What would be the next step of the government?

The government has prepared a draft bill to amend the TRC Act.  Human rights activists and organisations, including UNDP, Switzerland based Human Rights organisation and other human rights institutions have been lobbying the government and in some cases also exerting pressure on transitional justice issues. The government drafted the bill keeping in mind the country’s own scenario, but these organisations rejected the drafts. They are hatching plots, but we will not fall into their trap.  Political leaders are of the view that Nepal should draft a new TRC bill as per our necessity. As per our political discussion, the commission can look into cases which are in the courts now. We can also limit the negative list. Some human rights activists are also saying that some cases should be taken to the Hague but we cannot agree with them. They are also saying that all conflict-era cases should be taken to the court and the guilty should be sent to jail.  A special court can be created to settle serious cases as we discussed at the political level.

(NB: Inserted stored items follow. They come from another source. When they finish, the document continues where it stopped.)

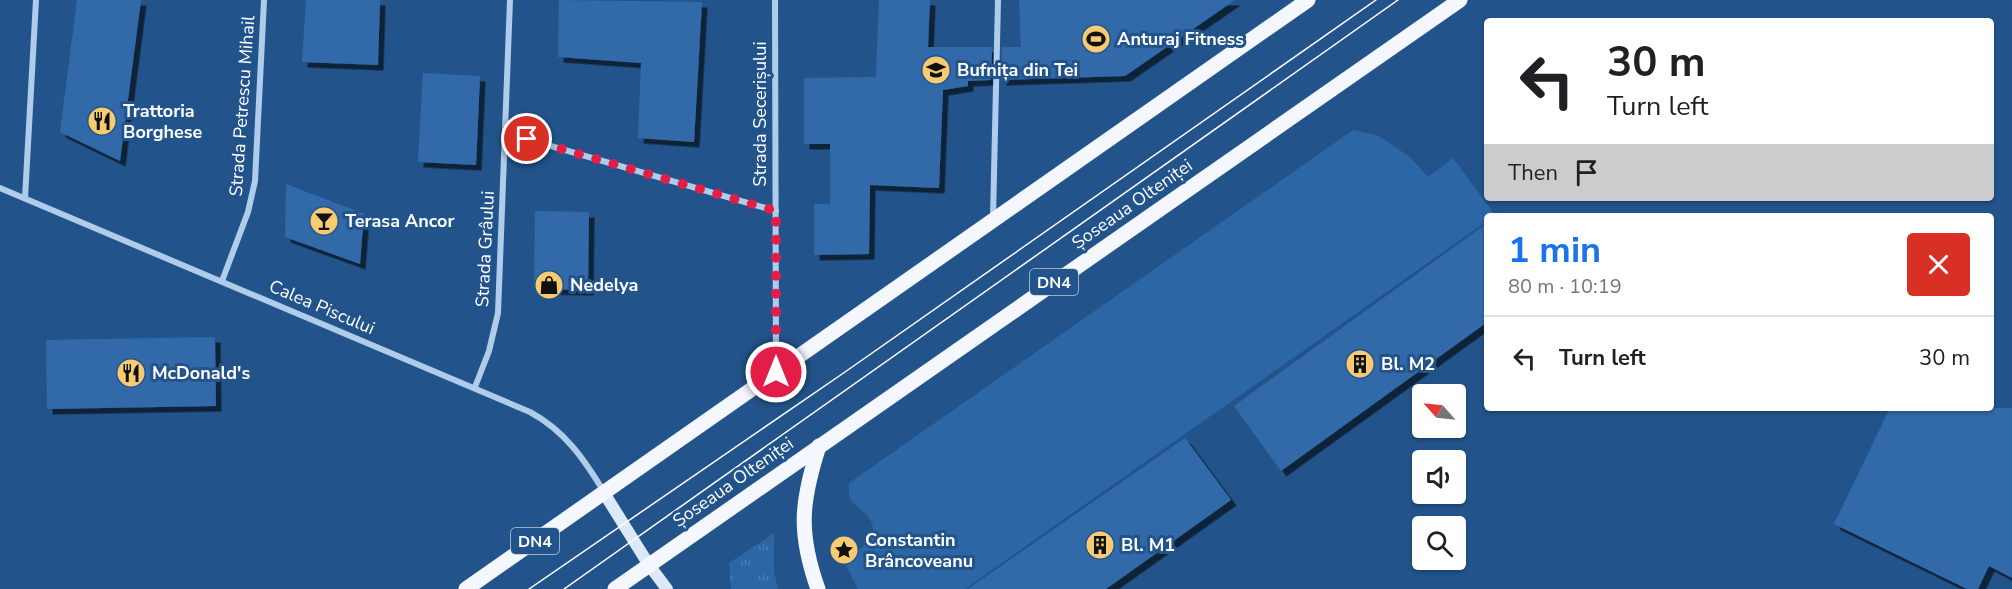 <!DOCTYPE html>
<html lang="en">
<head>
<meta charset="utf-8">
<style>
	:root { --surface:#fff; --page:#f6f6f6; --text:#202124; --muted:#757577; --line:#e0e0e0; --accent:#1a73e8 }
	body { margin:0; font-family:"Nunito Sans",sans-serif; background:var(--page); color:var(--text); height:100vh; display:flex; flex-direction:column; font-size:22px; white-space:nowrap }
	* { box-sizing:border-box; margin:0 }
	p { font-size:20px; color:var(--muted) }
	.icon { flex:none; width:33px; height:33px; fill:none; stroke:currentColor; stroke-width:2; stroke-linecap:round; stroke-linejoin:round }
	.map { position:relative; flex:1; overflow:hidden }
	.details { position:absolute; left:1484px; top:213px; width:510px; height:198px; display:flex; flex-direction:column; background:var(--surface); border-radius:6px; box-shadow:0 2px 4px #0004 }
	.details>* { flex:none }
	.banner { position:absolute; left:1484px; top:18px; width:510px; height:183px; border-radius:6px; box-shadow:0 2px 4px #0004; background:#fff; color:var(--text); overflow:hidden }
	.needle { width:39px; rotate:297deg }
	.buttons { position:absolute; left:1412px; top:384px; display:grid; gap:12px }
	.buttons a { display:grid; place-items:center; width:54px; height:54px; border-radius:6px; background:var(--surface); box-shadow:0 2px 4px #0004; font-size:30px }
	.pin { position:absolute; display:grid; place-items:center; width:51px; height:51px; color:#fff; margin:-26px; border:3px solid #fff; border-radius:50%; box-shadow:0 2px 6px #0007 }
	.me { position:absolute; width:66px; margin:-33px; rotate:0deg; stroke-linejoin:round; filter:drop-shadow(0 0 4px #0008) }
	.turn { display:flex; align-items:center; gap:21px; height:126px; padding:0 24px; font-size:27px }
	.turn .icon { width:78px; height:78px; stroke-width:2.5 }
	.turn b { display:block; font-size:42px; line-height:51px }
	.then { display:flex; align-items:center; height:57px; padding:0 24px; background:#0003; gap:12px; font-size:22px }
	.round { display:grid; place-items:center; flex:none; width:63px; height:63px; border-radius:6px; background:var(--page) }
	.headline { display:flex; align-items:center; justify-content:space-between; height:102px; padding:0 24px }
	h1 { font-size:36px; font-weight:700; line-height:45px; color:var(--accent) }
	ul { padding:0; list-style:none }
	li { display:flex; align-items:center; gap:18px; height:84px; padding:0 24px; border-top:2px solid var(--line) }
	li div { flex:1 }
	li b { display:block; font-size:22px }
	li em { font-style:normal }
	.map>svg:first-child { display:block }
	.grass { fill:url(#grass-tufts) }
	.garden { fill:#2c66a4 }
	.building { fill:#326ba9; filter:url(#shadow) }
	.lines { fill:none; stroke-linecap:round; stroke-linejoin:round }
	.minor { stroke:#afcdeb; stroke-width:6 }
	.secondary { stroke:#dbe9f9; stroke-width:12 }
	.primary { stroke:#f4f8fe; stroke-width:15 }
	.tram { stroke:#fff; stroke-width:1.5 }
	.route { stroke:#e11d48; stroke-width:10; stroke-dasharray:0 18 }
	.labels { text-anchor:middle; stroke-width:6; stroke-linejoin:round; paint-order:stroke }
	.shield { fill:#22548b; stroke:#bdccdc; stroke-width:1.5 }
	.shield-label { font-size:16px; font-weight:bold; fill:#fff }
	.poi-label { font-size:18px; font-weight:bold; fill:#fff; stroke:#22548b; text-anchor:start }
	.street-label { font-size:18px; fill:#fff; stroke:#22548b }
</style>
</head>
<body>
<div class="map">
<svg width="2012" height="589" viewBox="0 0 2012 589">
	<defs>
		<pattern id="grass-tufts" width="24" height="20" patternUnits="userSpaceOnUse" patternTransform="scale(1.5)"><rect width="24" height="20" fill="#2c66a4"/><path d="M3 7l-1-3M5 7V3M7 7l1-3M15 17l-1-3M17 17v-4M19 17l1-3" fill="none" stroke="#4c7db2"/></pattern>
		<filter id="shadow"><feDropShadow dx="5.5" dy="5.5" stdDeviation="0" flood-color="#0009"/></filter>
	</defs>
	<rect width="100%" height="100%" fill="#22548b"/>
	<polygon class="grass" points="774,533 774,571 778,589 731,589 729,563"/>
	<path class="garden" d="M 1353,130 L 1379,136 L 1410,157 L 1428,177 L 1453,158 L 1495,215 L 1486,216 L 1486,222 L 965,589 L 858,589 L 847,567 L 846,557 C 860,551 882,536 869,518 C 859,504 847,507 849,483 Z"/>
	<g class="building">
		<polygon points="77,0 141,0 120,161 60,132"/>
		<polygon points="306,0 380,0 378,65 302,62"/>
		<polygon points="559,0 702,2 694,142 638,138 641,63 558,57"/>
		<polygon points="879,0 930,0 928,47 992,47 991,80 968,81 968,86 943,90 939,188 870,185 869,254 814,255 814,204 830,204 830,144 804,144 804,78 876,77"/>
		<polygon points="1019,0 1235,0 1125,76 1001,80 1002,47 1021,47"/>
		<polygon points="423,73 480,76 476,165 418,162"/>
		<polygon points="286,184 364,214 360,264 285,237"/>
		<polygon points="535,211 589,212 588,290 534,289"/>
		<polygon points="1486,224 1486,323 1281,471 1234,406"/>
		<polygon points="215,337 216,406 47,409 46,340"/>
		<polygon points="1890,408 2012,408 2012,578 1989,566 1978,589 1967,589 1834,524"/>
		<polygon points="1185,438 1231,500 1106,589 968,589"/>
	</g>
	<g class="lines">
		<g class="minor">
			<polyline points="775,0 776,371"/>
			<polyline points="506,133 776,211"/>
			<path d="M 0,188 L 530,412 C 565,431 584,459 604,492"/>
			<polyline points="25,198 36,0"/>
			<polyline points="993,218 998,0"/>
			<polyline points="222,281 248,212 255,181 264,0"/>
			<polyline points="475,387 489,351 498,313 510,0"/>
		</g>
		<polyline class="secondary" points="604,493 649,565 667,589"/>
		<g class="primary">
			<polyline points="466,589 1308,0"/>
			<polyline points="615,589 1460,0"/>
			<path d="M 818,589 C 798,533 801,502 819,446"/>
		</g>
		<g class="tram">
			<polyline points="529,589 845,372 1376,0"/>
			<polyline points="564,589 1398,0"/>
		</g>
	</g>
	<g class="lines">
		<polyline class="route" points="527,139 776,211 776,372"/>
	</g>
	<defs>
		<g id="stadium-disc" transform="scale(1.5)"><circle r="9.5" fill="#f7cb71" stroke="#22548b"/><path d="M0-5a6.5 5 0 1 0 0 10a6.5 5 0 1 0 0-10ZM-3.5-1.8h7v3.6h-7Z" fill="#111"/></g>
		<g id="school-disc" transform="scale(1.5)"><circle r="9.5" fill="#f7cb71" stroke="#22548b"/><path d="M0-5L7-2L0 1L-7-2ZM-4 1L0 2.5L4 1V4Q0 6-4 4Z" fill="#111"/></g>
		<g id="restaurant-disc" transform="scale(1.5)"><circle r="9.5" fill="#f7cb71" stroke="#22548b"/><path d="M-5-6h1v4h1v-4h1v4h1v-4h1v5L-1.5 .5V6h-2V.5L-5-1ZM5-6V6H3V1.5H1.5Q1.5-4 5-6Z" fill="#111"/></g>
		<g id="bar-disc" transform="scale(1.5)"><circle r="9.5" fill="#f7cb71" stroke="#22548b"/><path d="M-6-5H6L.8 .8V4.5H3.5V6h-7V4.5H-.8V.8Z" fill="#111"/></g>
		<g id="shop-disc" transform="scale(1.5)"><circle r="9.5" fill="#f7cb71" stroke="#22548b"/><path d="M-5-2.5h2.3a2.7 3.5 0 0 1 5.4 0H5L5.5 6h-11ZM-1.5-2.5h3a1.5 2.3 0 0 0-3 0Z" fill="#111"/></g>
		<g id="building-disc" transform="scale(1.5)"><circle r="9.5" fill="#f7cb71" stroke="#22548b"/><path d="M-4-6H4V6H1V3H-1V6H-4ZM-2.5-4.3h1.7v1.8h-1.7ZM.8-4.3h1.7v1.8H.8ZM-2.5-1h1.7V.8h-1.7ZM.8-1h1.7V.8H.8Z" fill="#111"/></g>
		<g id="sight-disc" transform="scale(1.5)"><circle r="9.5" fill="#f7cb71" stroke="#22548b"/><path d="M0-6L1.8-2.2L6-1.7L2.9 1.2L3.7 5.4L0 3.3L-3.7 5.4L-2.9 1.2L-6-1.7L-1.8-2.2Z" fill="#111"/></g>
	</defs>
	<g fill-rule="evenodd">
		<use href="#stadium-disc" x="1096" y="39"/>
		<use href="#school-disc" x="936" y="70"/>
		<use href="#restaurant-disc" x="102" y="121"/>
		<use href="#bar-disc" x="324" y="221"/>
		<use href="#shop-disc" x="549" y="285"/>
		<use href="#building-disc" x="1360" y="364"/>
		<use href="#restaurant-disc" x="131" y="373"/>
		<use href="#building-disc" x="1100" y="545"/>
		<use href="#sight-disc" x="844" y="550"/>
	</g>
	<g class="labels">
		<g class="shield">
			<rect x="1030" y="269" width="48" height="26" rx="4.5"/>
			<rect x="511" y="528" width="48" height="26" rx="4.5"/>
		</g>
		<g class="shield-label">
			<text x="1054" y="288">DN4</text>
			<text x="535" y="547">DN4</text>
		</g>
		<g class="poi-label">
			<text x="1117" y="45">Anturaj Fitness</text>
			<text x="957" y="76">Bufnița din Tei</text>
			<text x="123" y="117">Trattoria<tspan x="123" dy="21">Borghese</tspan></text>
			<text x="345" y="227">Terasa Ancor</text>
			<text x="570" y="291">Nedelya</text>
			<text x="1381" y="370">Bl. M2</text>
			<text x="152" y="379">McDonald's</text>
			<text x="865" y="546">Constantin<tspan x="865" dy="21">Brâncoveanu</tspan></text>
			<text x="1121" y="551">Bl. M1</text>
		</g>
		<g class="street-label">
			<text transform="translate(242 106) rotate(-86)" y="6">Strada Petrescu Mihail</text>
			<text transform="translate(760 114) rotate(-90)" y="6">Strada Secerișului</text>
			<text transform="translate(1132 204) rotate(-35)" y="6">Șoseaua Olteniței</text>
			<text transform="translate(485 249) rotate(-87)" y="6">Strada Grâului</text>
			<text transform="translate(322 307) rotate(23)" y="6">Calea Piscului</text>
			<text transform="translate(733 482) rotate(-35)" y="6">Șoseaua Olteniței</text>
		</g>
	</g>
</svg>
<div class="buttons">
<a><svg class="needle" viewBox="-14 -14 28 28"><path d="M0-13l5 13h-10z" fill="#e53935"/><path d="M0 13l5-13h-10z" fill="#757577"/></svg></a>
<a><svg class="icon" aria-label="sound" viewBox="0 0 24 24"><path d="M4 9h4l5-4v14l-5-4H4zM17 9q2 3 0 6"/></svg></a>
<a><svg class="icon" aria-label="search" viewBox="0 0 24 24"><circle cx="10" cy="10" r="6"/><path d="M15 15l6 6"/></svg></a>
</div>
<div class="pin" style="left:527px;top:139px;background:#d93025"><svg class="icon" aria-label="arrive" viewBox="0 0 24 24"><path d="M6 21V4h12l-3 4 3 4H6"/></svg></div>
<svg class="me" style="left:776px;top:372px" viewBox="-20 -20 40 40"><circle r="17" fill="#e11d48" stroke="#fff" stroke-width="3"/><path d="M0-11L8 9 0 5-8 9z" fill="#fff"/></svg>
<div class="banner">
<div class="turn"><svg class="icon" aria-label="left" viewBox="0 0 24 24"><path d="M17 20v-9H6M10 6l-5 5 5 5"/></svg><div><b>30 m</b>Turn left</div></div>
<div class="then">Then<svg class="icon" aria-label="arrive" viewBox="0 0 24 24"><path d="M6 21V4h12l-3 4 3 4H6"/></svg></div>
</div>
<section class="details">
<div class="headline"><div><h1>1 min</h1><p>80 m · 10:19</p></div><a class="round" style="background:#d93025;color:#fff"><svg class="icon" aria-label="close" viewBox="0 0 24 24"><path d="M6 6l12 12M18 6L6 18"/></svg></a></div>
<ul>
<li><svg class="icon" aria-label="left" viewBox="0 0 24 24"><path d="M17 20v-9H6M10 6l-5 5 5 5"/></svg><div><b>Turn left</b></div><em>30 m</em></li>
</ul>
</section>
</div>
</body>
</html>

How will the government and political parties deal with transitional justice issues?

As per the spirit of the Comprehensive Peace Accord, constitution and political parties, the issue should be resolved through the legal process. The major issue was political therefore the issue should be resolved politically. Western forces are trying to establish that human rights violation issues were issues of crime. There are two schools of thought on this, with one side viewing it as an issue of crime and the other viewing it as a political issue. We have been trying to resolve the issue on the basis of consensus from the very beginning. If any human rights violation case is non-political in character, then that can be in the negative list which can be addressed through the legal process. Unnecessary intervention is at the root of the current delay in settling transitional issues.

What is your view of the opposition party’s role in the parliament?

Apart from some cases where the opposition parties’ roles were negative, their roles in other cases were positive. Although there are ruling and opposition parties, we need to develop our democratic system in a way that gives primacy to forging consensus between both the ruling and opposition parties. We have passed more than three dozen laws from the Parliament and most of the bills were passed on the basis of understanding and agreement between ruling and opposition parties except National Medical Education Bill, Civil servants adjustment ordinance and budget. We forged consensus not only for passing the bills, but also electing chairpersons of the House panels unanimously. It was an exemplary model of consensus.